= Problem details =
The entries below should be transcribed in their entirety, exactly as written.
* * * * * * *
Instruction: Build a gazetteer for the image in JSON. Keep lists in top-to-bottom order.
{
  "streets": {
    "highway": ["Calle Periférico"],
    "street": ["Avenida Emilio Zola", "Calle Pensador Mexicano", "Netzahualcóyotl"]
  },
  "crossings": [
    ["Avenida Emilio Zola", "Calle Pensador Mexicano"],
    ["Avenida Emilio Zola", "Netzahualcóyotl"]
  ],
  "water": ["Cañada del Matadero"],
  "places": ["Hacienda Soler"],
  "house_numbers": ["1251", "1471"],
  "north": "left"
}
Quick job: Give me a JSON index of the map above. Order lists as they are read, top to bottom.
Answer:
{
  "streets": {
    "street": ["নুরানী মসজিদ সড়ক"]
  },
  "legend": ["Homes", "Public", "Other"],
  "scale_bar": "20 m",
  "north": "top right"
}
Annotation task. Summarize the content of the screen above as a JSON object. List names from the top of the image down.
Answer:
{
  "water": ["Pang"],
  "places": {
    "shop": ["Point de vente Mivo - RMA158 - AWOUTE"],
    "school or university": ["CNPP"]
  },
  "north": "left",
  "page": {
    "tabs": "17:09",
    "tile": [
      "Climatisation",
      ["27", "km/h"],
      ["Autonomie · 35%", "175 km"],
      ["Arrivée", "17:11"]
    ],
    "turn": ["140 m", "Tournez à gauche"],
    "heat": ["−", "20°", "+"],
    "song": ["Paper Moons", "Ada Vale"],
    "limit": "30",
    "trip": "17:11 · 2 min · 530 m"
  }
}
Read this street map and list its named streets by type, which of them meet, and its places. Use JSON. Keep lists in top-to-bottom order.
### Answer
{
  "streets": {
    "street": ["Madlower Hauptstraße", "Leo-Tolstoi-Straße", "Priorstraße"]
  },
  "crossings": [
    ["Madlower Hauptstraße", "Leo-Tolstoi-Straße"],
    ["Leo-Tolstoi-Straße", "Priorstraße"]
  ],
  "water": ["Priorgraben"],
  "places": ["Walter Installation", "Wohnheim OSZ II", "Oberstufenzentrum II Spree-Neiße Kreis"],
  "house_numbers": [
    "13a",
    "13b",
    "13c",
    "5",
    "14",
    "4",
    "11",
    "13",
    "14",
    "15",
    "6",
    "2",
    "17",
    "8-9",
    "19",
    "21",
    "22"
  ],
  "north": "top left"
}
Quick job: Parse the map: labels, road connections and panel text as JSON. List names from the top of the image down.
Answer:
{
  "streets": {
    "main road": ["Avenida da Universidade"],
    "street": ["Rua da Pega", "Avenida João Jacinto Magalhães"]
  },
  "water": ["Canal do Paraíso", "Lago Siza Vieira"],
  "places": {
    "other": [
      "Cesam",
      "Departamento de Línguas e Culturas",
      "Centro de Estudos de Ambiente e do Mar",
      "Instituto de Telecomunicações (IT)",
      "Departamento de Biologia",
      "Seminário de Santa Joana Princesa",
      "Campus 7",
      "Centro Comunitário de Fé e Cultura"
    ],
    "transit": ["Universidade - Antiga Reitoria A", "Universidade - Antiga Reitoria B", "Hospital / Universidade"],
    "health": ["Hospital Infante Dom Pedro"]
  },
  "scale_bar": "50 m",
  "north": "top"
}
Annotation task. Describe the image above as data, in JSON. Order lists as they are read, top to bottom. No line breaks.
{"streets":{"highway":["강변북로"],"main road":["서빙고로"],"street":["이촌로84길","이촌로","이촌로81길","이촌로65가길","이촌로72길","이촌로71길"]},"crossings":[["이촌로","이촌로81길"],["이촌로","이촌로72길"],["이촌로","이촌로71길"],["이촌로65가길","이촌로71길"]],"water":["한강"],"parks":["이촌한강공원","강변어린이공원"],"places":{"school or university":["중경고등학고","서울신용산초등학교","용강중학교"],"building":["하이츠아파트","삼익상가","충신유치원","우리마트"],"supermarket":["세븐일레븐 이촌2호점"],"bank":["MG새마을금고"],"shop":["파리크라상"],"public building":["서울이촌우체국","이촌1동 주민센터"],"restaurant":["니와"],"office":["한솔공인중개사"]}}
* * * * * * *
= Response below =
Instruction: Build a gazetteer for the image in JSON. Keep lists in top-to-bottom order.
{
  "streets": {
    "highway": ["Calle Periférico"],
    "street": ["Avenida Emilio Zola", "Calle Pensador Mexicano", "Netzahualcóyotl"]
  },
  "crossings": [
    ["Avenida Emilio Zola", "Calle Pensador Mexicano"],
    ["Avenida Emilio Zola", "Netzahualcóyotl"]
  ],
  "water": ["Cañada del Matadero"],
  "places": ["Hacienda Soler"],
  "house_numbers": ["1251", "1471"],
  "north": "left"
}
Quick job: Give me a JSON index of the map above. Order lists as they are read, top to bottom.
Answer:
{
  "streets": {
    "street": ["নুরানী মসজিদ সড়ক"]
  },
  "legend": ["Homes", "Public", "Other"],
  "scale_bar": "20 m",
  "north": "top right"
}
Annotation task. Summarize the content of the screen above as a JSON object. List names from the top of the image down.
Answer:
{
  "water": ["Pang"],
  "places": {
    "shop": ["Point de vente Mivo - RMA158 - AWOUTE"],
    "school or university": ["CNPP"]
  },
  "north": "left",
  "page": {
    "tabs": "17:09",
    "tile": [
      "Climatisation",
      ["27", "km/h"],
      ["Autonomie · 35%", "175 km"],
      ["Arrivée", "17:11"]
    ],
    "turn": ["140 m", "Tournez à gauche"],
    "heat": ["−", "20°", "+"],
    "song": ["Paper Moons", "Ada Vale"],
    "limit": "30",
    "trip": "17:11 · 2 min · 530 m"
  }
}
Read this street map and list its named streets by type, which of them meet, and its places. Use JSON. Keep lists in top-to-bottom order.
### Answer
{
  "streets": {
    "street": ["Madlower Hauptstraße", "Leo-Tolstoi-Straße", "Priorstraße"]
  },
  "crossings": [
    ["Madlower Hauptstraße", "Leo-Tolstoi-Straße"],
    ["Leo-Tolstoi-Straße", "Priorstraße"]
  ],
  "water": ["Priorgraben"],
  "places": ["Walter Installation", "Wohnheim OSZ II", "Oberstufenzentrum II Spree-Neiße Kreis"],
  "house_numbers": [
    "13a",
    "13b",
    "13c",
    "5",
    "14",
    "4",
    "11",
    "13",
    "14",
    "15",
    "6",
    "2",
    "17",
    "8-9",
    "19",
    "21",
    "22"
  ],
  "north": "top left"
}
Quick job: Parse the map: labels, road connections and panel text as JSON. List names from the top of the image down.
Answer:
{
  "streets": {
    "main road": ["Avenida da Universidade"],
    "street": ["Rua da Pega", "Avenida João Jacinto Magalhães"]
  },
  "water": ["Canal do Paraíso", "Lago Siza Vieira"],
  "places": {
    "other": [
      "Cesam",
      "Departamento de Línguas e Culturas",
      "Centro de Estudos de Ambiente e do Mar",
      "Instituto de Telecomunicações (IT)",
      "Departamento de Biologia",
      "Seminário de Santa Joana Princesa",
      "Campus 7",
      "Centro Comunitário de Fé e Cultura"
    ],
    "transit": ["Universidade - Antiga Reitoria A", "Universidade - Antiga Reitoria B", "Hospital / Universidade"],
    "health": ["Hospital Infante Dom Pedro"]
  },
  "scale_bar": "50 m",
  "north": "top"
}
Annotation task. Describe the image above as data, in JSON. Order lists as they are read, top to bottom. No line breaks.
{"streets":{"highway":["강변북로"],"main road":["서빙고로"],"street":["이촌로84길","이촌로","이촌로81길","이촌로65가길","이촌로72길","이촌로71길"]},"crossings":[["이촌로","이촌로81길"],["이촌로","이촌로72길"],["이촌로","이촌로71길"],["이촌로65가길","이촌로71길"]],"water":["한강"],"parks":["이촌한강공원","강변어린이공원"],"places":{"school or university":["중경고등학고","서울신용산초등학교","용강중학교"],"building":["하이츠아파트","삼익상가","충신유치원","우리마트"],"supermarket":["세븐일레븐 이촌2호점"],"bank":["MG새마을금고"],"shop":["파리크라상"],"public building":["서울이촌우체국","이촌1동 주민센터"],"restaurant":["니와"],"office":["한솔공인중개사"]}}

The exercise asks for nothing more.